### What you need to do
If the records below hold pictures, omit them, and print exactly the lines from the first line through the line containing "0 #1c1c1c) drop-shadow(-2px", inclusive.
═══ Exercise input
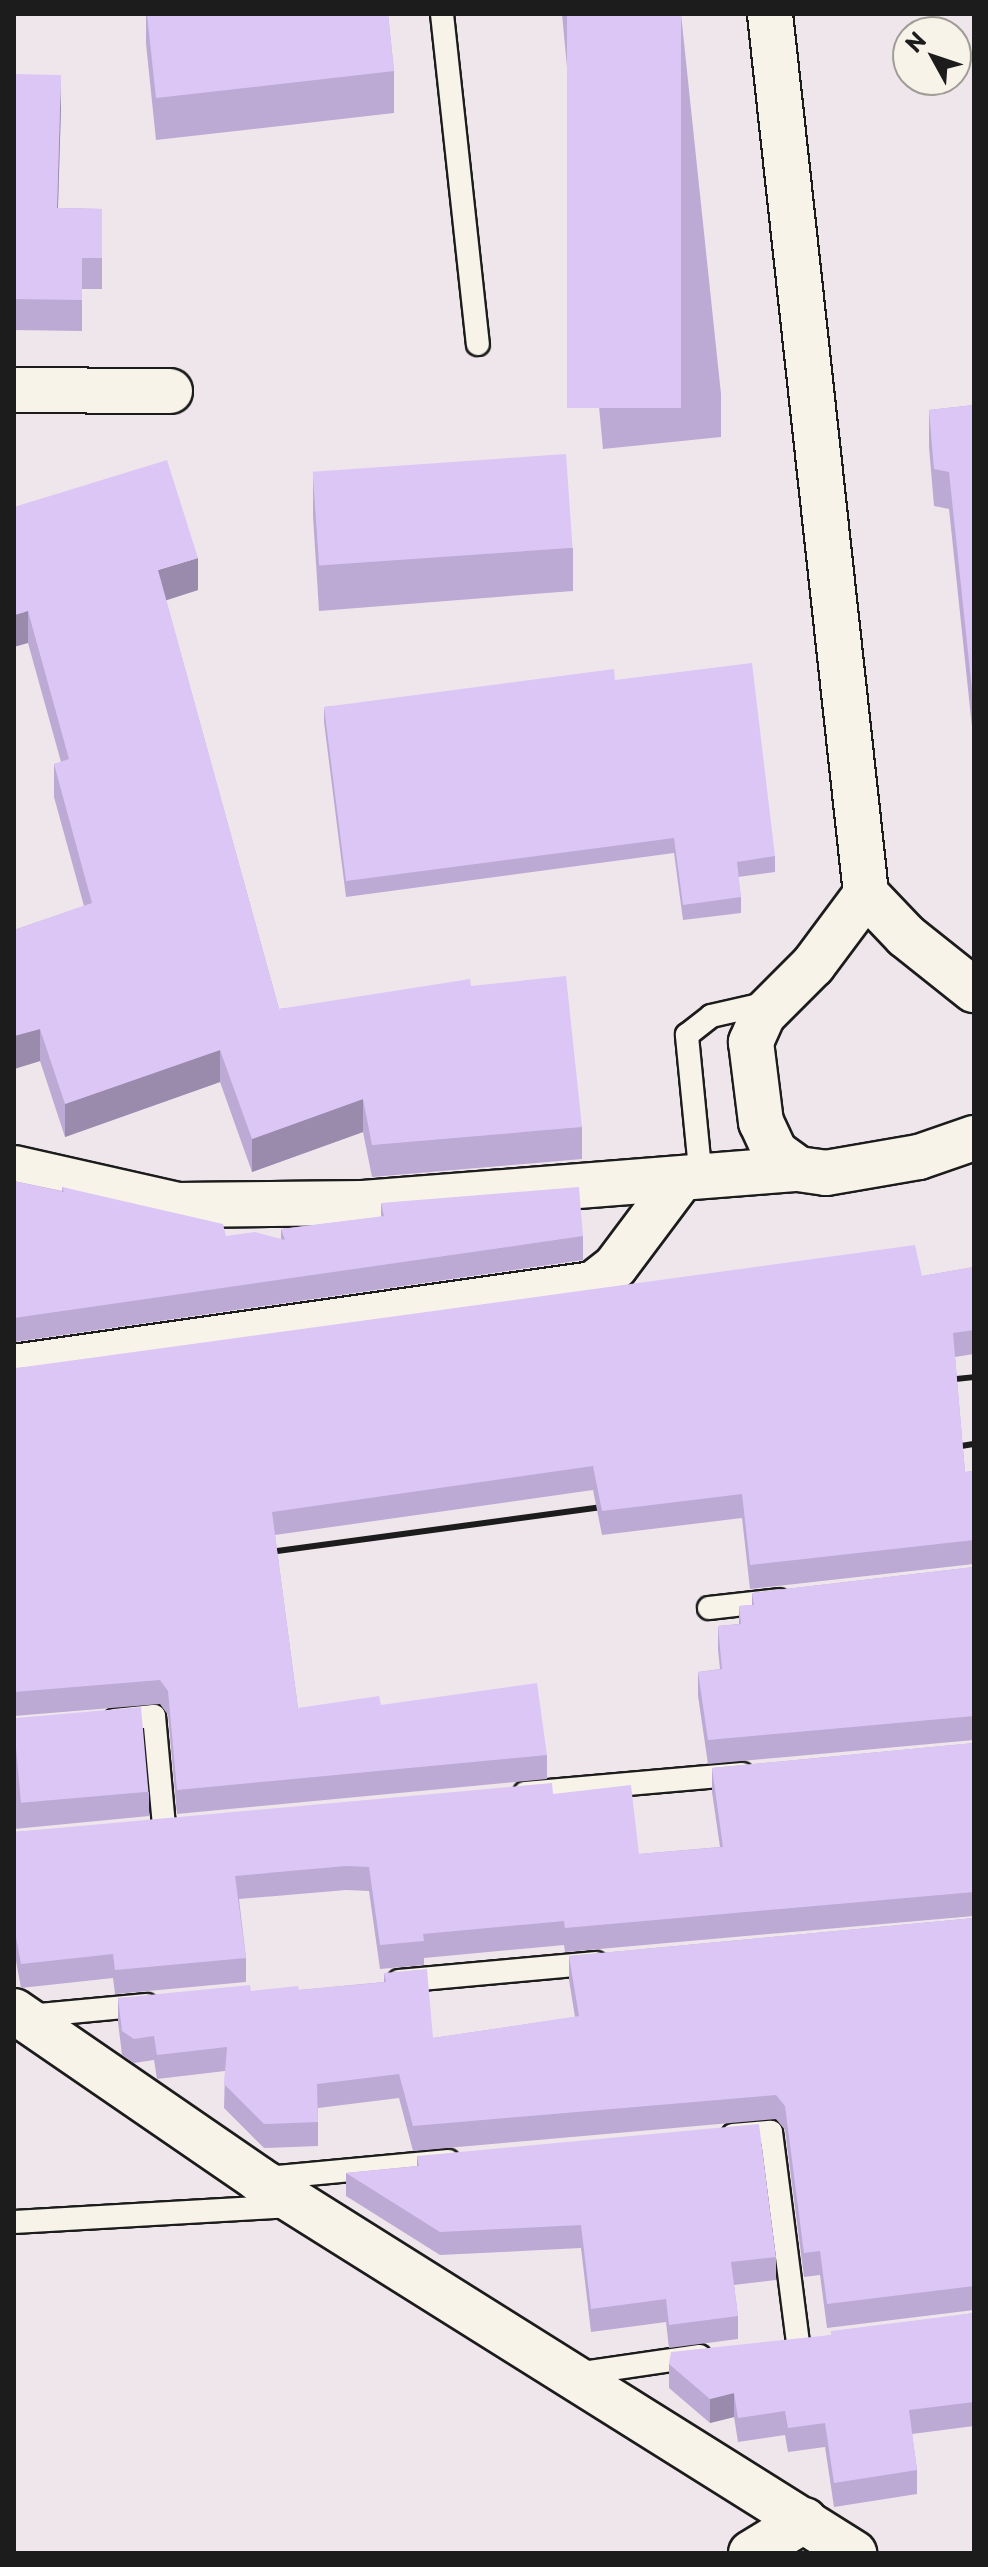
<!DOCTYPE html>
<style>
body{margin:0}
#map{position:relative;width:988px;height:2567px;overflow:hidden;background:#efe6ec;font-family:"Playpen Sans",sans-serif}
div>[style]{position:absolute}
.roads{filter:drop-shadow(2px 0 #1c1c1c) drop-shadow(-2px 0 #1c1c1c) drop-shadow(0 2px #1c1c1c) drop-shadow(0 -2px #1c1c1c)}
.lane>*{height:22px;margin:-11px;padding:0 11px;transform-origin:11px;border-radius:11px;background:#f7f3e8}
.street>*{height:44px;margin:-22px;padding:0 22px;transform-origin:22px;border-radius:22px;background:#f7f3e8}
.rail>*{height:6px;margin:-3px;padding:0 3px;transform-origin:3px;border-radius:3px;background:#1c1c1c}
.wall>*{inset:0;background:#bdaad4}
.shaded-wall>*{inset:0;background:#9a8bac}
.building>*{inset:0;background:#dcc6f6;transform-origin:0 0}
span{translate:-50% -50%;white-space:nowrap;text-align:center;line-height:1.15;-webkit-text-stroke:7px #f7f3e8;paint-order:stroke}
.frame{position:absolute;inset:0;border:16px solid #1c1c1c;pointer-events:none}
.north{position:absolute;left:892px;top:16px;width:80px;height:80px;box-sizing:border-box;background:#f7f3e8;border:2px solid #9f9d96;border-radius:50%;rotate:310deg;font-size:22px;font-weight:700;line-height:32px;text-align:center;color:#1c1c1c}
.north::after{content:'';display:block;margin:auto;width:28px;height:36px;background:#1c1c1c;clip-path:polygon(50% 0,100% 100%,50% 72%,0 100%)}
</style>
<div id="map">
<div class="roads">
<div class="lane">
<div style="left:442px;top:14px;width:332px;rotate:83.8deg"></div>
<div style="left:701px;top:1179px;width:145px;rotate:-95.6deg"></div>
<div style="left:687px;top:1035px;width:31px;rotate:-38deg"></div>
<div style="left:711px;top:1016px;width:63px;rotate:-12.9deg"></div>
<div style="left:709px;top:1608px;width:70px;rotate:-6.5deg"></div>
<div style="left:115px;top:1720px;width:39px;rotate:-6deg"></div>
<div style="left:154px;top:1716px;width:109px;rotate:84.8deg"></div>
<div style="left:525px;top:1793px;width:218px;rotate:-5deg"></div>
<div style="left:399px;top:1981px;width:198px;rotate:-5.2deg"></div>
<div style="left:29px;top:2016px;width:118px;rotate:-5.4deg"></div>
<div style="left:733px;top:2135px;width:38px;rotate:-5deg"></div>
<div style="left:771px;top:2132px;width:212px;rotate:82.7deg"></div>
<div style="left:267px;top:2178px;width:182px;rotate:-5.4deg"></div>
<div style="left:14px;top:2222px;width:278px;rotate:-3.3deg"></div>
<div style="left:576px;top:2374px;width:125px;rotate:-8.3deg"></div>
</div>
<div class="street">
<div style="left:770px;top:14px;width:885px;rotate:83.77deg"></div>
<div style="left:866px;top:894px;width:58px;rotate:46.4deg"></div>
<div style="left:906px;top:936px;width:87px;rotate:38.5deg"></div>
<div style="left:14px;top:390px;width:156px;rotate:0.4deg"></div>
<div style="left:866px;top:894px;width:89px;rotate:126.7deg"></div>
<div style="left:813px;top:965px;width:71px;rotate:135deg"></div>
<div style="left:763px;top:1015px;width:30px;rotate:114deg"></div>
<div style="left:751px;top:1042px;width:81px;rotate:82.9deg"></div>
<div style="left:761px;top:1122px;width:33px;rotate:65deg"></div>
<div style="left:775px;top:1152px;width:29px;rotate:36deg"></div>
<div style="left:798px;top:1169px;width:28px;rotate:8deg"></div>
<div style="left:826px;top:1173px;width:94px;rotate:-9.8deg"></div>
<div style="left:919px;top:1157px;width:58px;rotate:-19.1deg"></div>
<div style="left:14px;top:1168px;width:168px;rotate:12.7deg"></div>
<div style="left:178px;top:1205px;width:185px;rotate:-0.6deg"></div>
<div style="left:363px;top:1203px;width:436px;rotate:-4.5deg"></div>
<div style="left:14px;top:1367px;width:585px;rotate:-8.16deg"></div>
<div style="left:593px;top:1284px;width:28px;rotate:-38deg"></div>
<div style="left:615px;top:1267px;width:109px;rotate:-53.2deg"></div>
<div style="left:14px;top:2011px;width:296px;rotate:34.5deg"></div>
<div style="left:258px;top:2179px;width:704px;rotate:32.11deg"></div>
<div style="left:751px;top:2553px;width:63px;rotate:-31.4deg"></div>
</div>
</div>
<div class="rail">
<div style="left:937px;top:1381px;width:37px;rotate:-6deg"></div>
<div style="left:942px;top:1449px;width:32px;rotate:-9deg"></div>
<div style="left:255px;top:1554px;width:367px;rotate:-7.7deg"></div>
</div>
<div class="wall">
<div style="clip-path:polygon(146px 14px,388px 14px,394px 71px,394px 113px,156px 140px,146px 44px)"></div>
<div style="clip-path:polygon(562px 14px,681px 14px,721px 394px,721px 437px,603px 449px)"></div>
<div style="clip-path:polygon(14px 74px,61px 106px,58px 208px,102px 209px,102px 289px,82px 289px,82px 331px,14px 330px)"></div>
<div style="clip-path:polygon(974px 405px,974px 746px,949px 509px,934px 506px,929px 447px,929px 410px)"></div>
<div style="clip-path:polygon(313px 473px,573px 548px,573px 591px,319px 611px,313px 516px)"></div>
<div style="clip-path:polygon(14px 507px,198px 590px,166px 600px,279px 1009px,471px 986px,582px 1127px,582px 1159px,372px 1177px,363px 1132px,252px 1172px,220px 1082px,65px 1137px,40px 1061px,14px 1069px,14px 930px,84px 906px,54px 797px,54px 764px,61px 762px,28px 643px)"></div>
<div style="clip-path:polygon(615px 680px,775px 856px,775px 872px,738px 877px,741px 897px,741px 913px,683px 920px,674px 853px,346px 897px,324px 722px,324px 707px)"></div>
<div style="clip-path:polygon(14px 1181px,62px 1191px,62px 1187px,226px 1236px,281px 1239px,281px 1229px,381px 1217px,381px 1203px,583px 1236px,583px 1260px,14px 1342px)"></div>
<div style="clip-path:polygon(974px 1267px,974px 1354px,955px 1357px,965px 1472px,974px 1471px,974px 1564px,750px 1589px,742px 1518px,602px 1535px,593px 1490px,275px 1535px,298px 1708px,381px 1705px,547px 1755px,547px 1779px,177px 1814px,168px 1715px,160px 1704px,14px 1716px,14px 1367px,17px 1368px,922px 1276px)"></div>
<div style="clip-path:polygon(974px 1567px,974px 1740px,708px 1764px,698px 1696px,698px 1672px,720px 1669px,718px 1650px,718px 1626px,739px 1624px,739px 1606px,752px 1605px,752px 1593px)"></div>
<div style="clip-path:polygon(14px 1719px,149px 1792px,149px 1816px,14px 1829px)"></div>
<div style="clip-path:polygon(974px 1743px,974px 1916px,565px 1952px,564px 1945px,424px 1958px,424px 1965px,380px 1969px,369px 1891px,346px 1890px,239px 1899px,246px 1958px,246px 1982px,115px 1994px,113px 1978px,21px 1988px,16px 1961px,14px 1961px,14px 1832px,553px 1794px,639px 1854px,720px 1847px,712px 1792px,712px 1768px)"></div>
<div style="clip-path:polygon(974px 1918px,974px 2310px,827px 2328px,820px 2275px,804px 2277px,785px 2130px,776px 2119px,413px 2151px,399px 2098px,318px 2108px,318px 2146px,264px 2148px,224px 2108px,225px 2071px,157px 2079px,154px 2060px,134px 2063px,122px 2055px,118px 2022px,118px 1998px,251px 1991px,299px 1990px,384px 1982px,384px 1973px,433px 2038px,575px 2017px,569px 1980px,569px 1956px)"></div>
<div style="clip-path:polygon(417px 2156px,776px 2257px,776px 2280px,734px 2285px,738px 2316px,738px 2339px,669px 2348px,666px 2322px,591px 2332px,581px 2248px,440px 2255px,346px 2196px,346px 2173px,417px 2166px)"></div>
<div style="clip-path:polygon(974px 2313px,974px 2426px,912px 2434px,917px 2470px,917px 2494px,834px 2507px,825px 2447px,788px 2452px,785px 2435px,738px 2442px,734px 2417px,710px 2423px,669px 2388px,669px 2364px,831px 2335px)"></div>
</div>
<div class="shaded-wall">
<div style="clip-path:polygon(61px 75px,61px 106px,57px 239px,57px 208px)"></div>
<div style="clip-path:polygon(198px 558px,198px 590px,158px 603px,158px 570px)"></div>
<div style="clip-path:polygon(28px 611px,28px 643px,14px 647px,14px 615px)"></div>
<div style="clip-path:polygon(40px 1029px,40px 1061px,14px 1069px,14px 1036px)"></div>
<div style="clip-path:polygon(220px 1050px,220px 1082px,65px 1137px,65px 1104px)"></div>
<div style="clip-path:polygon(363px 1099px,363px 1132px,252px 1172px,252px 1139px)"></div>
<div style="clip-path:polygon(734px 2393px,734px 2417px,710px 2423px,710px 2399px)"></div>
</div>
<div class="building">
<div style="clip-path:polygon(147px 14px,388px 14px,394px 71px,156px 98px)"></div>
<div style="left:567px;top:14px;width:114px;height:394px"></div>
<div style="clip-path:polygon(14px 74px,61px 75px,57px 208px,102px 209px,102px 258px,82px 258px,82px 300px,14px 299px)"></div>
<div style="clip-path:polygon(974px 405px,974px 709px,949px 472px,934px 469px,929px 410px)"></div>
<div style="left:566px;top:454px;width:94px;height:254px;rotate:86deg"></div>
<div style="clip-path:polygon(167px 460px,198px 558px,158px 570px,279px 1009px,470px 979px,471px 986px,566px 976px,582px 1127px,372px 1145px,363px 1099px,252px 1139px,220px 1050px,65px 1104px,40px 1029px,14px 1036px,14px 958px,15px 958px,14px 954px,14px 930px,92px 903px,54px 764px,69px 759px,28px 611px,14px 615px,14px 507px)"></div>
<div style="clip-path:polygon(752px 663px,775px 856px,737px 862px,741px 897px,683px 905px,674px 838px,346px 881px,324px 707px,614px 669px,615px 680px)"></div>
<div style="clip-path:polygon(14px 1181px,64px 1192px,62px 1187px,223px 1224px,226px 1236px,255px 1232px,285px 1240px,281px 1229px,384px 1216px,381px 1203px,579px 1187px,583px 1236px,14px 1318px)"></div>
<div style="clip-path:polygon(915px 1245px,922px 1276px,974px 1267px,974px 1330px,953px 1333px,965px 1472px,974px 1471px,974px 1540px,750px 1565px,742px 1494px,602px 1511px,593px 1466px,272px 1512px,298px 1708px,379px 1696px,381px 1705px,537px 1683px,547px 1755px,177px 1790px,168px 1691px,160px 1680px,14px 1692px,14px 1367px,17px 1368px)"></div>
<div style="clip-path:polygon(974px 1567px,974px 1716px,708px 1740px,698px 1672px,722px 1669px,718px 1626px,741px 1624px,739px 1606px,754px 1605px,752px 1593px)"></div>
<div style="left:141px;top:1707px;width:85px;height:128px;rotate:85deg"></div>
<div style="clip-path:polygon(974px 1743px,974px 1892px,565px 1928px,564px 1921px,423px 1934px,424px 1941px,380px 1945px,369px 1867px,346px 1866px,235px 1876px,246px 1958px,115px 1970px,113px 1954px,21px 1964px,16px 1937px,14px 1937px,14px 1832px,552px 1783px,553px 1794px,631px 1785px,639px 1854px,723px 1847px,712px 1768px)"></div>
<div style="clip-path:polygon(974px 1918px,974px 2286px,827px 2304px,820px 2251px,804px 2253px,785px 2106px,776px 2095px,413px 2126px,399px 2074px,317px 2084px,318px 2122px,264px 2124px,224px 2084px,227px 2047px,157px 2055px,154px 2036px,134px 2039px,122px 2031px,118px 1998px,250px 1985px,251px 1991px,298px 1986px,299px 1990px,386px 1982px,384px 1973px,427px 1969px,433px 2038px,579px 2016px,569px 1956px)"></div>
<div style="clip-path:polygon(759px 2124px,776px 2257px,731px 2262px,738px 2316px,669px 2325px,666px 2299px,591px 2309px,581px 2225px,440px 2232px,346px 2173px,419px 2166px,417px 2156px)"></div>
<div style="clip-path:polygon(974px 2313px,974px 2402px,909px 2410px,917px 2470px,834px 2483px,825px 2423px,788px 2428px,785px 2411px,738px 2418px,734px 2393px,710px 2399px,669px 2364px,671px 2352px,831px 2335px,831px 2331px)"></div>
</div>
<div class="frame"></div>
<div class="north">N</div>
</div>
══════
### Written reply
<!DOCTYPE html>
<style>
body{margin:0}
#map{position:relative;width:988px;height:2567px;overflow:hidden;background:#efe6ec;font-family:"Playpen Sans",sans-serif}
div>[style]{position:absolute}
.roads{filter:drop-shadow(2px 0 #1c1c1c) drop-shadow(-2px 0 #1c1c1c) drop-shadow(0 2px #1c1c1c) drop-shadow(0 -2px #1c1c1c)}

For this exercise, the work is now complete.